**What you should do**:
The job is to find each line of the records below that includes the word "labels" and copy it.

**Dataset entries**:
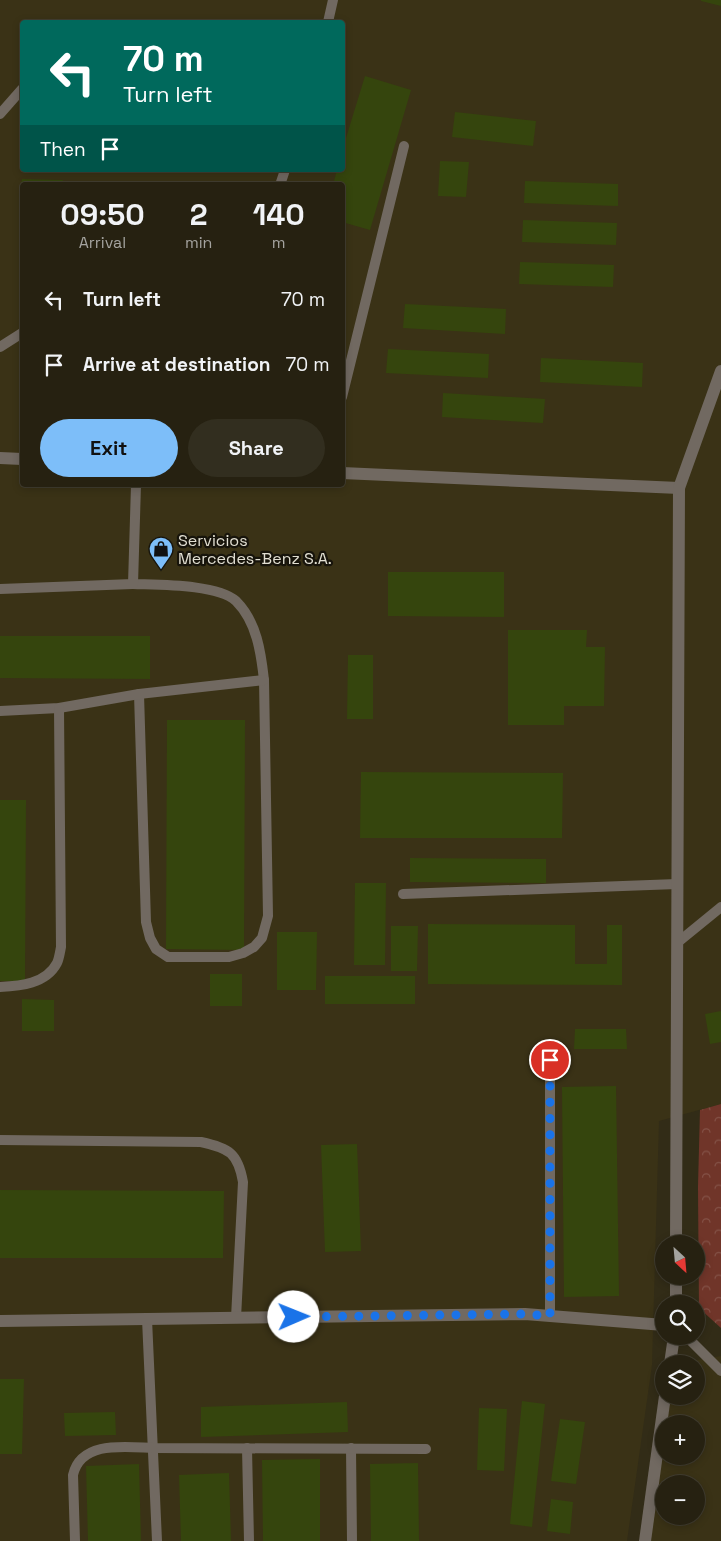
<!DOCTYPE html>
<html lang="en">
<head>
<meta charset="utf-8">
<style>
	:root { --surface:#262111; --page:#322e1f; --text:#f1f3f6; --muted:#a4a39f; --line:#423e31; --accent:#7dbef9 }
	body { margin:0; font-family:"Space Grotesk",sans-serif; background:var(--page); color:var(--text); height:100vh; display:flex; flex-direction:column; font-size:19px; white-space:nowrap }
	* { box-sizing:border-box; margin:0 }
	p { font-size:16px; color:var(--muted) }
	.icon { flex:none; width:28px; height:28px; fill:none; stroke:currentColor; stroke-width:2; stroke-linecap:round; stroke-linejoin:round }
	.map { position:relative; flex:1; overflow:hidden }
	.drawer { position:absolute; left:20px; top:182px; width:325px; height:305px; display:flex; flex-direction:column; background:var(--surface); border-radius:5px; box-shadow:0 2px 8px #0003,0 0 0 1px var(--line) }
	.drawer>* { flex:none }
	.banner { position:absolute; left:20px; top:20px; width:325px; height:152px; border-radius:5px; box-shadow:0 2px 8px #0003,0 0 0 1px var(--line); background:#00695c; color:#fff; overflow:hidden }
	.needle { width:32px; rotate:154deg }
	.buttons { position:absolute; left:655px; top:1235px; display:grid; gap:10px }
	.buttons a { display:grid; place-items:center; width:50px; height:50px; border-radius:50%; background:var(--surface); box-shadow:0 2px 8px #0003,0 0 0 1px var(--line); font-size:25px }
	.pin { position:absolute; display:grid; place-items:center; width:42px; height:42px; color:#fff; margin:-21px; border:2px solid #fff; border-radius:50%; box-shadow:0 1px 5px #0007 }
	.me { position:absolute; width:55px; margin:-28px; rotate:89deg; stroke-linejoin:round; filter:drop-shadow(0 0 4px #0008) }
	.turn { display:flex; align-items:center; gap:18px; height:105px; padding:0 20px; font-size:22px }
	.turn .icon { width:65px; height:65px; stroke-width:2.5 }
	.turn b { display:block; font-size:35px; line-height:42px }
	.then { display:flex; align-items:center; height:48px; padding:0 20px; background:#0003; gap:10px; font-size:19px }
	.eta { display:flex; justify-content:space-evenly; align-items:center; height:85px; text-align:center }
	.eta b { font-size:30px; font-weight:600; line-height:35px }
	.primary-button { display:flex; gap:10px; margin-top:auto; padding:10px 20px }
	.primary-button a { flex:1; height:58px; border-radius:30px; background:var(--accent); color:#111; font-size:20px; font-weight:600; line-height:58px; text-align:center }
	.primary-button a+a { background:var(--page); color:var(--text) }
	ul { padding:0; list-style:none }
	li { display:flex; align-items:center; gap:15px; height:65px; padding:0 20px }
	li div { flex:1 }
	li b { display:block; font-size:19px }
	li em { font-style:normal }
	.map>svg:first-child { display:block }
	.built { fill:#3a3216; fill-rule:evenodd }
	.forest { fill:url(#forest-crowns) }
	.building { fill:#35450d }
	.lines { fill:none; stroke-linecap:round; stroke-linejoin:round }
	.lane { stroke:#716961; stroke-width:10 }
	.street { stroke:#716961; stroke-width:12 }
	.route { stroke:#1a73e8; stroke-width:9; stroke-dasharray:0 16.2 }
	.labels { text-anchor:middle; stroke-width:4.5; stroke-linejoin:round; paint-order:stroke }
	.poi-label { font-size:16px; fill:#e2dfd2; stroke:#17140b; text-anchor:start }
</style>
</head>
<body>
<div class="map">
<svg width="721" height="1541" viewBox="0 0 721 1541">
	<defs>
		<pattern id="forest-crowns" width="20" height="18" patternUnits="userSpaceOnUse" patternTransform="scale(1.25)"><rect width="20" height="18" fill="#703529"/><path d="M2 6a3 3 0 1 1 6 0M12 15a3 3 0 1 1 6 0" fill="none" stroke="#845247"/></pattern>
	</defs>
	<rect width="100%" height="100%" fill="#322c17"/>
	<g class="built">
		<path d="M0,0H721V1104L659,1121L652,1365L627,1541H0ZM22,22H342V170H22ZM22,185H342V485H22Z"/>
		<path d="M721,1356V1541H648L664,1429V1456H696V1424H664L668,1396H696V1364H673ZM664,1484H696V1516H664Z"/>
	</g>
	<path class="forest" d="M721,1104V1328L699,1308L698,1187L700,1110Z"/>
	<g class="building">
		<path d="M701,0H721V6L701,1Z"/>
		<path d="M365,76L411,90L370,230L342,222V185H333L337,170H342V151Z"/>
		<path d="M455,112L536,121L533,146L452,137Z"/>
		<path d="M440,161L469,162L466,197L438,196Z"/>
		<path d="M22,179L63,180L62,185H21Z"/>
		<path d="M525,181L618,184V206L524,203Z"/>
		<path d="M21,199H22V264H19Z"/>
		<path d="M523,220L617,223L616,245L522,242Z"/>
		<path d="M520,262L614,265L613,287L519,284Z"/>
		<path d="M405,304L506,309L505,334L403,328Z"/>
		<path d="M388,349L489,354L488,378L386,373Z"/>
		<path d="M541,358L643,363L642,387L540,382Z"/>
		<path d="M443,393L545,399L543,423L442,417Z"/>
		<path d="M388,572H504V617L388,616Z"/>
		<path d="M508,630H587L586,647H605L604,706H564V725H508Z"/>
		<path d="M0,636H150V679L0,678Z"/>
		<path d="M348,655H373V719H347Z"/>
		<path d="M167,720H245L244,950L166,949Z"/>
		<path d="M361,772L563,773L562,838H360Z"/>
		<path d="M0,800H26L25,981H0Z"/>
		<path d="M410,858L546,859V883L410,882Z"/>
		<path d="M355,883H386L385,965H354Z"/>
		<path d="M428,924L575,925V964H607V925H622V985L428,984Z"/>
		<path d="M391,926H418L417,971H391Z"/>
		<path d="M277,932H317L316,990H277Z"/>
		<rect x="210" y="974" width="32" height="32"/>
		<rect x="325" y="976" width="90" height="28"/>
		<path d="M22,999L54,1000V1031H22Z"/>
		<path d="M721,1011V1042L710,1044L705,1014Z"/>
		<path d="M575,1029H626L627,1049H574Z"/>
		<path d="M616,1086L619,1296L564,1297L562,1087Z"/>
		<path d="M357,1144L361,1251L325,1252L321,1145Z"/>
		<path d="M0,1190L224,1191L223,1258H0Z"/>
		<path d="M0,1379H24L22,1454H0Z"/>
		<path d="M522,1401L545,1404L532,1527L510,1524Z"/>
		<path d="M347,1402L348,1432L201,1437V1407Z"/>
		<path d="M479,1408L507,1409L504,1471L477,1470Z"/>
		<path d="M115,1412L116,1435L65,1436L64,1413Z"/>
		<path d="M560,1419L585,1422L576,1484L551,1481Z"/>
		<path d="M320,1459V1541H263L262,1460Z"/>
		<path d="M418,1463L419,1541H371L370,1464Z"/>
		<path d="M139,1464L141,1541H88L86,1466Z"/>
		<path d="M229,1473L231,1541H181L179,1475Z"/>
		<path d="M551,1499L573,1502L570,1534L547,1531Z"/>
	</g>
	<g class="lines">
		<g class="lane">
			<path d="M328,22L333,0"/>
			<path d="M0,114L22,89"/>
			<path d="M280,185L285,170"/>
			<path d="M0,347L22,333"/>
			<path d="M342,397L404,146"/>
			<path d="M133,584C159,585 217,584 236,601C257,622 261,653 264,680L268,916L262,938L254,947L243,953L229,957H168L156,949L150,938L146,922L139,694"/>
			<path d="M0,589L133,584L136,485"/>
			<path d="M0,711L59,708L139,694L264,680"/>
			<path d="M403,894L677,884"/>
			<path d="M677,943L721,907"/>
			<path d="M0,987C20,986 46,984 57,963C59,959 60,952 61,947L59,708"/>
			<path d="M550,1059V1315"/>
			<path d="M0,1140L201,1142C229,1148 238,1153 243,1182L236,1318"/>
			<path d="M147,1319L157,1541"/>
			<path d="M686,1336L721,1371"/>
			<path d="M247,1448L249,1541"/>
			<path d="M351,1448L352,1541"/>
			<path d="M75,1541L73,1475C81,1440 126,1447 153,1448L426,1449"/>
		</g>
		<g class="street">
			<path d="M0,458L22,459"/>
			<path d="M342,473L679,488"/>
			<path d="M676,1244L679,488L721,371"/>
			<path d="M676,1304V1276"/>
			<path d="M0,1321L525,1314L664,1325"/>
			<path d="M670,1364L674,1336"/>
			<path d="M645,1541L665,1396"/>
		</g>
	</g>
	<g class="lines">
		<path class="route" d="M294,1317L525,1314L550,1316V1060"/>
	</g>
	<defs>
		<symbol id="shop-pin" viewBox="-11 -11 22 30"><path d="M0 17L-7.5 6A9.5 9.5 0 1 1 7.5 6Z" fill="#7dbef9" stroke="#17140b"/><path d="M-5-2.5h2.3a2.7 3.5 0 0 1 5.4 0H5L5.5 6h-11ZM-1.5-2.5h3a1.5 2.3 0 0 0-3 0Z" fill="#111"/></symbol>
	</defs>
	<g fill-rule="evenodd">
		<use href="#shop-pin" x="147" y="535" width="28" height="38"/>
	</g>
	<g class="labels">
		<g class="poi-label">
			<text x="178" y="546">Servicios<tspan x="178" dy="18">Mercedes-Benz S.A.</tspan></text>
		</g>
	</g>
</svg>
<div class="buttons">
<a><svg class="needle" viewBox="-14 -14 28 28"><path d="M0-13l5 13h-10z" fill="#e53935"/><path d="M0 13l5-13h-10z" fill="#a4a39f"/></svg></a>
<a><svg class="icon" aria-label="search" viewBox="0 0 24 24"><circle cx="10" cy="10" r="6"/><path d="M15 15l6 6"/></svg></a>
<a><svg class="icon" aria-label="layers" viewBox="0 0 24 24"><path d="M12 4l9 5-9 5-9-5zM3 14l9 5 9-5"/></svg></a>
<a>+</a>
<a>−</a>
</div>
<div class="pin" style="left:550px;top:1060px;background:#d93025"><svg class="icon" aria-label="arrive" viewBox="0 0 24 24"><path d="M6 21V4h12l-3 4 3 4H6"/></svg></div>
<svg class="me" style="left:294px;top:1317px" viewBox="-20 -20 40 40"><circle r="19" fill="#fff"/><path d="M0-13L10 11 0 6-10 11z" fill="#1a73e8"/></svg>
<div class="banner">
<div class="turn"><svg class="icon" aria-label="left" viewBox="0 0 24 24"><path d="M17 20v-9H6M10 6l-5 5 5 5"/></svg><div><b>70 m</b>Turn left</div></div>
<div class="then">Then<svg class="icon" aria-label="arrive" viewBox="0 0 24 24"><path d="M6 21V4h12l-3 4 3 4H6"/></svg></div>
</div>
<section class="drawer">
<div class="eta">
<div><b>09:50</b><p>Arrival</p></div>
<div><b>2</b><p>min</p></div>
<div><b>140</b><p>m</p></div>
</div>
<ul>
<li><svg class="icon" aria-label="left" viewBox="0 0 24 24"><path d="M17 20v-9H6M10 6l-5 5 5 5"/></svg><div><b>Turn left</b></div><em>70 m</em></li>
<li><svg class="icon" aria-label="arrive" viewBox="0 0 24 24"><path d="M6 21V4h12l-3 4 3 4H6"/></svg><div><b>Arrive at destination</b></div><em>70 m</em></li>
</ul>
<div class="primary-button"><a>Exit</a><a>Share</a></div>
</section>
</div>
</body>
</html>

**Written solution**:
	.labels { text-anchor:middle; stroke-width:4.5; stroke-linejoin:round; paint-order:stroke }
	<g class="labels">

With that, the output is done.